For many people, the concept of a National HIV/AIDS and Aging Awareness Day seems like an oxymoron. Back in the 1980s and ’90s, a diagnosis of HIV did not portend a life of hope and promise, let alone aging with dignity and grace.

An HIV-positive diagnosis in those early days of the epidemic was quite literally a death sentence for hundreds of people in Maine and hundreds of thousands across the nation. The science of the day did not include the life-saving drugs that exist now. People were still unsure about how to keep themselves and those they loved safe.

Today we are facing a new challenge, as the U.S. Centers for Disease Control estimates half of people living with HIV will be over 50 this year. Long-term survivors tell us about the need for greater knowledge of the medical complexities that link the biology of HIV and aging. While 10 or 15 years ago, no one could have predicted that aging concerns would dominate the discussion about HIV, they are a topic that needs all of our urgent attention now.

Older adults living with HIV in Maine face many of the same challenges that everyone else does. Those concerns include safe, affordable housing, access to quality health care and basic transportation.

At the same time, managing a chronic illness like HIV with the powerful drugs that have extended lives creates some very nasty unintended consequences, including accelerated aging, memory problems, weakness or frailty, stress, anxiety, depression over the loss of many friends and coping with other naturally co-occurring age-related conditions, i.e. heart, lung or kidney disease and financial insecurity and poverty.

Ongoing gastrointestinal problems occur early in HIV infections, and many survivors live with debilitating neuropathy.


The emotional impact of living a life with the expectation of an early death takes a significant toll. The stigma of HIV is very real, even after years of progress. Stories of the survival and resilience of older adults living with HIV are all around us, but seldom told, at least outside of family and close friends.

Each year on Sept. 18, we celebrate the lives of those older adults living with HIV and honor the friends and loved ones who, for whatever reason, did not have the same chance. Many of these folks are living with “survivor’s guilt,” wondering why they made it and others didn’t. Others, like our friend Charlie, realize that “life is like playing the lottery, and there are winners who awaken to a new day of possibilities, work that gives them a sense of purpose and the love and care of family and friends.”
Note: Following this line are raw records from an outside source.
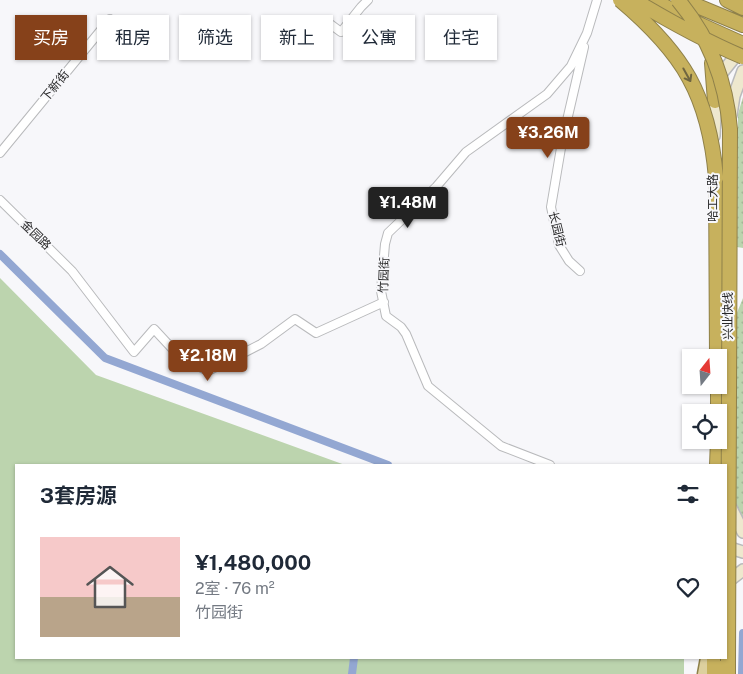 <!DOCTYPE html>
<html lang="zh">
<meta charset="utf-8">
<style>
:root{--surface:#fff;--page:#f6f6f7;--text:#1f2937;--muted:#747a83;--accent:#86411a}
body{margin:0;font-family:"Public Sans","Noto Sans SC",sans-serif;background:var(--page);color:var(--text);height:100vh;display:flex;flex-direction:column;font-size:19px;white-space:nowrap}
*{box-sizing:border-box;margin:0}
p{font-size:16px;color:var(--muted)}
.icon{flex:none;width:28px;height:28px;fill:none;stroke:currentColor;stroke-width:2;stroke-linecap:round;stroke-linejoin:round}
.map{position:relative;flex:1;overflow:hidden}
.side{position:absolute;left:15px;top:464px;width:712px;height:195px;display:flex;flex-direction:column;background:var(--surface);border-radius:0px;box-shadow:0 1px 4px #0004}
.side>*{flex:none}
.top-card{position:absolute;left:15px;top:15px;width:714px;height:45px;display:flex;gap:10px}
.needle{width:32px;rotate:17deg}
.controls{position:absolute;left:682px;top:349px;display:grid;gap:10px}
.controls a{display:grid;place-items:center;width:45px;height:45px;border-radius:0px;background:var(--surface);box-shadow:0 1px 4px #0004;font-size:25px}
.price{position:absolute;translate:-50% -42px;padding:0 11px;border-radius:5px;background:var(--accent);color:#fff;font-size:16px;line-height:32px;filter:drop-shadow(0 1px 2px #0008)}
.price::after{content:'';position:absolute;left:50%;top:30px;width:15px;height:11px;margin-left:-8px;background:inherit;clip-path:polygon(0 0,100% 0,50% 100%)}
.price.active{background:#222;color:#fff}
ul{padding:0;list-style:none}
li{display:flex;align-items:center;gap:15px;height:125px;padding:0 25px}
li span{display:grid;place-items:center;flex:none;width:140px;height:100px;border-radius:0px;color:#555}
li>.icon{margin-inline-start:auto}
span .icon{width:60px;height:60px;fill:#fffc;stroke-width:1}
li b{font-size:21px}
h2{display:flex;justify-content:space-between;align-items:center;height:60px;padding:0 25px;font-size:21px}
.chip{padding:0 18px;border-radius:0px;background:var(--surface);box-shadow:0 1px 4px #0004;font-size:18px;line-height:45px}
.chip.active{background:var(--accent);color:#fff}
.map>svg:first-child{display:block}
.grass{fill:url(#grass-dots)}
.garden{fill:#bcd4ae}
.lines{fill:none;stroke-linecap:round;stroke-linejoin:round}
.canal{stroke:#93a7d2;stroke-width:8}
.street-casing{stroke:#b9babc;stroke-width:10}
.secondary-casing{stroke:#b9babc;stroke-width:14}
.primary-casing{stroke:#8f814a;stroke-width:15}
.highway-casing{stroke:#8f814a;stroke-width:16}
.street{stroke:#fff;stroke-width:8}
.secondary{stroke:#eee8ce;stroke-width:11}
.primary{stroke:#ddd09e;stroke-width:12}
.highway{stroke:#c7b15d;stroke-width:14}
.highway-bridge-casing{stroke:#8f814a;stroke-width:16;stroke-linecap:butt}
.highway-bridge{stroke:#c7b15d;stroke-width:14}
.oneway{stroke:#6f6540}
.labels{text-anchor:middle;stroke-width:4;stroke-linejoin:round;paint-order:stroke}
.street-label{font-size:12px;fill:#272728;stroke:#f7f7fa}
</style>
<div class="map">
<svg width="743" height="674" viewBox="0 0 743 674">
<defs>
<pattern id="grass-dots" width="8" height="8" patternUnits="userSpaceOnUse" patternTransform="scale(1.25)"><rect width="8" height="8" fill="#bcd4ae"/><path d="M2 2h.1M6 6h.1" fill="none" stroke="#a2b696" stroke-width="1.8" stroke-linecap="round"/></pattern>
</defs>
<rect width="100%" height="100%" fill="#f7f7fa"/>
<path class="grass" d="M743,97V248L737,247L738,114Z
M743,298V528L731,508L732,415L736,315Z"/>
<path class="garden" d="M0,278L96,375L345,465H16V658H684V674H0Z"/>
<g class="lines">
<path class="canal" d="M0,254L105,358L388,465
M352,674L354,658
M742,674L743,633"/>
<defs>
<path id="street" d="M326,21L341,32L361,7L368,0
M0,153L110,19
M0,200L72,271L134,352L154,329L180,357L208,371L261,344L295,319L316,333L384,302
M580,271L569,261L559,245L551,207L562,142L584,47
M550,465L501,446L428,386L406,334L401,327L386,316L381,291L385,244L388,233L436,187L466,152L547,94L571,66L587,33L597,0"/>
<path id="secondary" d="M731,115L734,96L743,71
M714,136L716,93L721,74L742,48
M731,508L743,532
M726,542L730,548L743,552
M730,580L743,570
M721,674V658"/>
<path id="primary" d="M704,674L707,658"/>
<path id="highway" d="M653,0L692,21L743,44
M683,0L743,25
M727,0L743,8
M712,63L715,101
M716,178L717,358
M718,385V412
M717,465L718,440
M714,674V658
M728,674V661"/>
</defs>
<use href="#street" class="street-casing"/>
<use href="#secondary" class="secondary-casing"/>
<use href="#primary" class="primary-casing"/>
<use href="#highway" class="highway-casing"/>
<use href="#street" class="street"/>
<use href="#secondary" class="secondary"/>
<use href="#primary" class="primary"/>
<use href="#highway" class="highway"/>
<defs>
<path id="highway-bridge" d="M620,0C683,53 709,95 716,178
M634,0C669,21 705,41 743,57
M678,0C709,37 726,81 730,129L728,661"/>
</defs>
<use href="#highway-bridge" class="highway-bridge-casing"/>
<use href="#highway-bridge" class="highway-bridge"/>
</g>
<defs><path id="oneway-shaft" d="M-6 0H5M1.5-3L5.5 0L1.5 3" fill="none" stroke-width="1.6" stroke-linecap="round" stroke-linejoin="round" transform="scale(1.25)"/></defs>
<use class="oneway" href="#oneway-shaft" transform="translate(687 75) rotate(61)"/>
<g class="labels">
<g class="street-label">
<text transform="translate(55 86) rotate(-51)" y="4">下新街</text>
<text transform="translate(713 198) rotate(-90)" y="4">哈工大路</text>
<text transform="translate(557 229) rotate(76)" y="4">长园街</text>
<text transform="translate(36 235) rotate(44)" y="4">金园路</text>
<text transform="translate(384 275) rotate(-88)" y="4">竹园街</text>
<text transform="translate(728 316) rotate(-90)" y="4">兴业快线</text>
</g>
</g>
</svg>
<div class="controls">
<a><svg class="needle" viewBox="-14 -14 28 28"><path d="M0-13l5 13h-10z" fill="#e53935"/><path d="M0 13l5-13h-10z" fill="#747a83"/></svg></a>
<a><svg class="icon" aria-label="locate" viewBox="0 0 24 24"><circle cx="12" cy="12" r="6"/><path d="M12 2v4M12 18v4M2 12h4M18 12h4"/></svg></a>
</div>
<b class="price" style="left:548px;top:159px">¥3.26M</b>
<b class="price active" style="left:408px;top:229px">¥1.48M</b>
<b class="price" style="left:208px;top:382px">¥2.18M</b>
<div class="top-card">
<a class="chip active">买房</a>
<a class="chip">租房</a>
<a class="chip">筛选</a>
<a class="chip">新上</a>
<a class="chip">公寓</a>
<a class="chip">住宅</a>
</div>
<section class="side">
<h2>3套房源<svg class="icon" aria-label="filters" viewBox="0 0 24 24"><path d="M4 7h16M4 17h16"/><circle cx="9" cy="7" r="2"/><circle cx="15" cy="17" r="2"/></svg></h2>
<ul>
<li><span style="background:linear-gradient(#f6c9c9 60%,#b9a48a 0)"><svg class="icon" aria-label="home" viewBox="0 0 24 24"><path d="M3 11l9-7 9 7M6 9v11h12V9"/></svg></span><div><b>¥1,480,000</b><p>2室 · 76 m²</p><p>竹园街</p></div><svg class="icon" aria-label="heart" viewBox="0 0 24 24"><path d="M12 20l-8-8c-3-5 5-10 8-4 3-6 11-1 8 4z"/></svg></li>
</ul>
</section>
</div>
At the Portland-based Frannie Peabody Center, the state’s largest AIDS service organization, we recognize older adults as a prime population for HIV prevention and education efforts. We know that the earlier a person is diagnosed with HIV, the greater the opportunity for effective treatment to improve health and enhance life expectancy.

Frannie Peabody Center and our community partners are working with guidelines from the National HIV/AIDS Strategy for the United States.
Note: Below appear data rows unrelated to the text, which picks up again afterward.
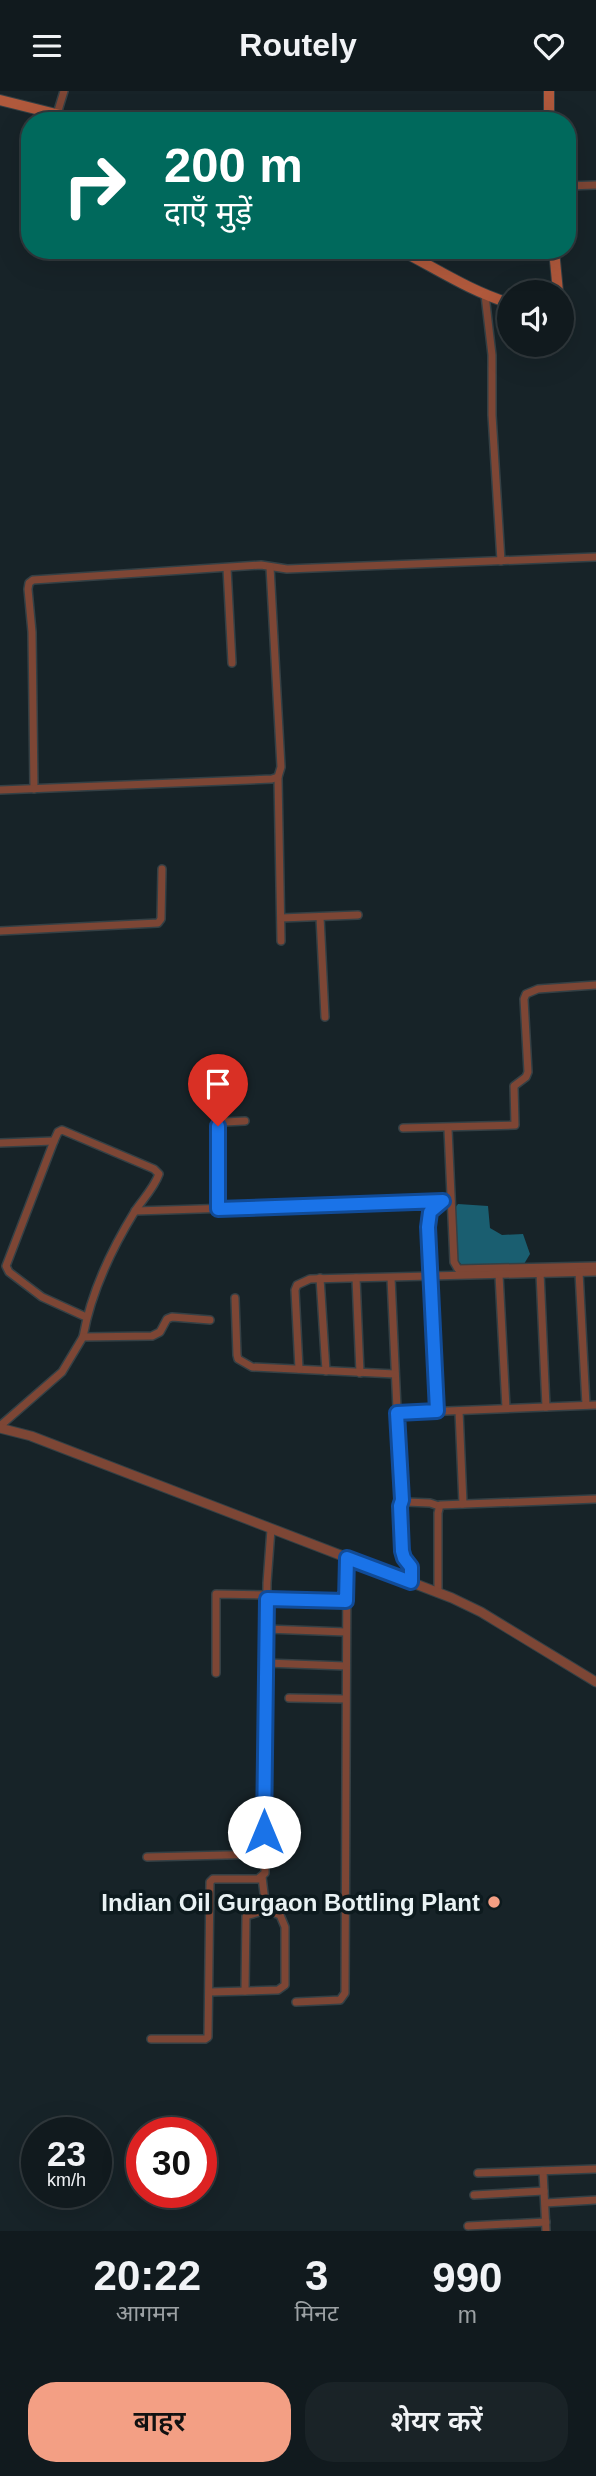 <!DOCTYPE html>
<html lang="hi">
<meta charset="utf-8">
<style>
body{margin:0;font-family:Helvetica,"Noto Sans Devanagari",sans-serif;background:#1a2327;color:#f1f3f6;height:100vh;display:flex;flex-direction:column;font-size:26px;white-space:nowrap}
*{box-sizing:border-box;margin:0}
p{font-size:23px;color:#9ca1a4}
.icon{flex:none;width:38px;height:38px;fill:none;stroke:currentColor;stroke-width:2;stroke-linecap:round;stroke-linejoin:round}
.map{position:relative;height:2140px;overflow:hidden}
.details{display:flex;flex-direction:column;background:#111a1e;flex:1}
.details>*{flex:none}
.guide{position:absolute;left:21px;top:21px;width:555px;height:147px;border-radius:28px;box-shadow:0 7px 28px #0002,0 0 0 2px #30383c;background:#00695c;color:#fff;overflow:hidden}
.buttons{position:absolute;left:497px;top:189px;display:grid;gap:14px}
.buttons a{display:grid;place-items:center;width:77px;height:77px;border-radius:50%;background:#111a1e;box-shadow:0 7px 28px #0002,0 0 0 2px #30383c;font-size:35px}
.speed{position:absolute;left:21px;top:2026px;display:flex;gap:14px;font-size:35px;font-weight:700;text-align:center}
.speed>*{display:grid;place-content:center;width:91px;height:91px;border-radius:50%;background:#111a1e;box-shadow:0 7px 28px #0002,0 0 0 2px #30383c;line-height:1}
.speed small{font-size:18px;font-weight:400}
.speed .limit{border:10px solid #d22;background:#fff;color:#111}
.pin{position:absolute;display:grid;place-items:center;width:60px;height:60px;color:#fff;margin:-72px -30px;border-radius:50% 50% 50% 0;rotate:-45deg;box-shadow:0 0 7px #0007}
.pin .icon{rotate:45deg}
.me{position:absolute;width:77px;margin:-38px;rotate:0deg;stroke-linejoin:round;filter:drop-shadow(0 0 5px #0008)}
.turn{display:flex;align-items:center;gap:24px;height:147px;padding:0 28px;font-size:32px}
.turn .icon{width:91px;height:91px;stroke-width:2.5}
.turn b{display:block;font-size:49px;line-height:60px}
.eta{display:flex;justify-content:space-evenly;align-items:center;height:119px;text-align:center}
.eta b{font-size:42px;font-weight:600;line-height:49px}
.cta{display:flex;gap:14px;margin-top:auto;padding:14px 28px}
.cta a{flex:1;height:80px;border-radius:28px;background:#f39f84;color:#111;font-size:28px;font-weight:600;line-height:80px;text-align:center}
.cta a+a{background:#1a2327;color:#f1f3f6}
header{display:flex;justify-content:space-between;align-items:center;height:91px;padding:0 28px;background:#111a1e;font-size:32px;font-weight:600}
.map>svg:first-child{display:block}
.water{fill:#1a5e70}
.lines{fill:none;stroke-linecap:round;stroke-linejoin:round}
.minor-casing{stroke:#344045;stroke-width:10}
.tertiary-casing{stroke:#344045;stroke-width:11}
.secondary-casing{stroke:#344045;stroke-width:12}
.minor{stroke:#7d4635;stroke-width:7}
.tertiary{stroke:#7d4635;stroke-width:9}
.secondary{stroke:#b0593c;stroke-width:10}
.route-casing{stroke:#114b97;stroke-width:18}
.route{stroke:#1a73e8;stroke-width:12}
.poi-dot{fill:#f39f84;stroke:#0d1a1e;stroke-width:2.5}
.labels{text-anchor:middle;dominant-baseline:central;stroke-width:7;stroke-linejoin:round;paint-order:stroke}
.poi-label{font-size:24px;font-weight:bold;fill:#e9f2f4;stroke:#0d1a1e;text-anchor:end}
</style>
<header><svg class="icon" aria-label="menu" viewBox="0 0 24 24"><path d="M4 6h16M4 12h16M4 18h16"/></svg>Routely<svg class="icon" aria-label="heart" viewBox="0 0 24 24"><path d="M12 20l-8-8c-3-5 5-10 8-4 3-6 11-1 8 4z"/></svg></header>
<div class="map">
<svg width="596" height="2140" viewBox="0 0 596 2140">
<rect width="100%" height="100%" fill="#172328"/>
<path class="water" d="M458,1113L488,1115L490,1137L502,1144L523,1143L530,1163L524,1173L464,1176L454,1166L452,1121Z"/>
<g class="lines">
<defs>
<g id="minor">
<path d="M57,23L64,0"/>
<path d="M567,95L596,94"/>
<path d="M485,204L492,264V324L501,470"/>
<path d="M227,477L232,572"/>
<path d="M278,686L281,850"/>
<path d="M34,698L32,541L28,498L29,492L33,489L261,474L287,478L596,466"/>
<path d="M0,699L272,688L278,686L281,676L270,476"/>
<path d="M320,826L325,926"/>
<path d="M281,827L358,824"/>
<path d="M0,840L158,832L161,828L162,778"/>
<path d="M403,1037L515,1034L514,995L526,986L528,981L524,908L526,903L538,898L596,894"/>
<path d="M448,1038L454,1171L458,1178L596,1175"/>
<path d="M0,1052L54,1050"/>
<path d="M218,1118V1035L224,1031L245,1030"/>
<path d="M135,1120L451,1110"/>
<path d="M579,1181L586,1314"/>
<path d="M540,1182L546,1316"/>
<path d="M499,1184L506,1317"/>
<path d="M320,1187L326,1280"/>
<path d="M356,1187L360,1282"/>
<path d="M391,1187L401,1405L406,1411L430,1412L439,1415"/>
<path d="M235,1207L237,1264L238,1268L252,1276L395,1283"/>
<path d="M83,1246C91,1201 111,1159 135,1120C143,1108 154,1097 159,1083L154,1078L62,1039L58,1041L54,1050L6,1175L9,1181L42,1206L86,1226"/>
<path d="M299,1278L295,1199L297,1194L310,1188L596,1181"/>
<path d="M437,1320L428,1136L430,1121L443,1110"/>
<path d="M459,1320L463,1413"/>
<path d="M397,1322L596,1314"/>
<path d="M0,1335L62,1281L83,1246L152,1245L160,1241L167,1228L172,1226L210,1229"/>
<path d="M403,1409C399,1417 399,1456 403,1465C409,1479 411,1472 411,1491"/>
<path d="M438,1502V1422L440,1414L596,1408"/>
<path d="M267,1508L346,1510"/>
<path d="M266,1538L346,1541"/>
<path d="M266,1572L345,1575"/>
<path d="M216,1582V1503L267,1504"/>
<path d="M289,1607L345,1608"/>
<path d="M147,1766L265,1763"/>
<path d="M245,1900L246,1825L266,1819"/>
<path d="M210,1901L278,1899L285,1894V1836L280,1824L266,1819L262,1786"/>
<path d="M296,1911L340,1909L345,1902L347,1467"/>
<path d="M151,1948H205L208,1946L210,1791L213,1788H258L265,1782L267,1492L271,1438"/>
<path d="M543,2080L546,2140"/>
<path d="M478,2082L596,2078"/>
<path d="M474,2104L544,2100"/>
<path d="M545,2112L596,2109"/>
<path d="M468,2135L546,2131"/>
</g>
<path id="tertiary" d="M0,1337L31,1345L452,1507L481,1521L596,1591"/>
<g id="secondary">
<path d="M549,0V30"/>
<path d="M0,9L84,30"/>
<path d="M400,159C437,178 470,200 509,212"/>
<path d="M554,159L558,201"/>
</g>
</defs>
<use href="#minor" class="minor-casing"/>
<use href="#tertiary" class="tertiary-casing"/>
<use href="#secondary" class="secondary-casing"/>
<use href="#minor" class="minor"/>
<use href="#tertiary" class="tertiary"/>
<use href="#secondary" class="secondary"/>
</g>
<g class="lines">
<defs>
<path id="route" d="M218,1035V1118L443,1110L430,1121L428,1136L437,1320L397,1322L402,1409L400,1415L402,1460L404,1467L411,1476V1491L347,1467L346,1510L267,1508L264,1741"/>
</defs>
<use href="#route" class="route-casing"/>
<use href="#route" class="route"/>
</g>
<circle class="poi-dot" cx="494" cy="1811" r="7"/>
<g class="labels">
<g class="poi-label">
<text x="480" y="1811">Indian Oil Gurgaon Bottling Plant</text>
</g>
</g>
</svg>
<div class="buttons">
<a><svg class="icon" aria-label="sound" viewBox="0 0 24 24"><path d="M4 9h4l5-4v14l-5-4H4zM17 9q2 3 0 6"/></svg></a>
</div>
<div class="speed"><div>23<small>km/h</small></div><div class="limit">30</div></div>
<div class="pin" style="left:218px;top:1035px;background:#d93025"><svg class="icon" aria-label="arrive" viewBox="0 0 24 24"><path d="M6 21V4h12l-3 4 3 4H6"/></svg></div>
<svg class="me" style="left:264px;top:1741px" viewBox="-20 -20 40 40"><circle r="19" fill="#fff"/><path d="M0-13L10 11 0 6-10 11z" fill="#1a73e8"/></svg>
<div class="guide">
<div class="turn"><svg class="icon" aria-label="right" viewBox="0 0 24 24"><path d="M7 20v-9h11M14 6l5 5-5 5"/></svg><div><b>200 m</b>दाएँ मुड़ें</div></div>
</div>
</div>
<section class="details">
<div class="eta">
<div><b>20:22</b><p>आगमन</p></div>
<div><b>3</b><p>मिनट</p></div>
<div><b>990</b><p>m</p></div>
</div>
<div class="cta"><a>बाहर</a><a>शेयर करें</a></div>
</section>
Our goal is to make Maine a place where new HIV infections are rare – and when they do occur, to ensure unfettered access to high-quality, life-extending care, free from stigma and discrimination, for every person, regardless of age, gender, race/ethnicity, sexual orientation, gender identity or socioeconomic circumstances.

Services and Advocacy for GLBT Elders (SAGE Maine) is committed to addressing the challenges to prevent new infections among people over 50.

SAGE is working with service providers across the state to train them how to talk to older lesbian, gay, bisexual and transgender adults about their health issues and reaching out to older adults living with HIV to build safe spaces for them to reflect on what has been and what lies ahead.

There are many opportunities for us to improve the health and wellness of older adults with HIV and to prevent new infections in Maine, and we look forward to launching a renewed campaign to end AIDS in Maine later this fall. At the federal level, we ask our congressional delegation to support the LGBT Elder Americans Act, which is a first start at addressing older LGBT adults’ unique needs.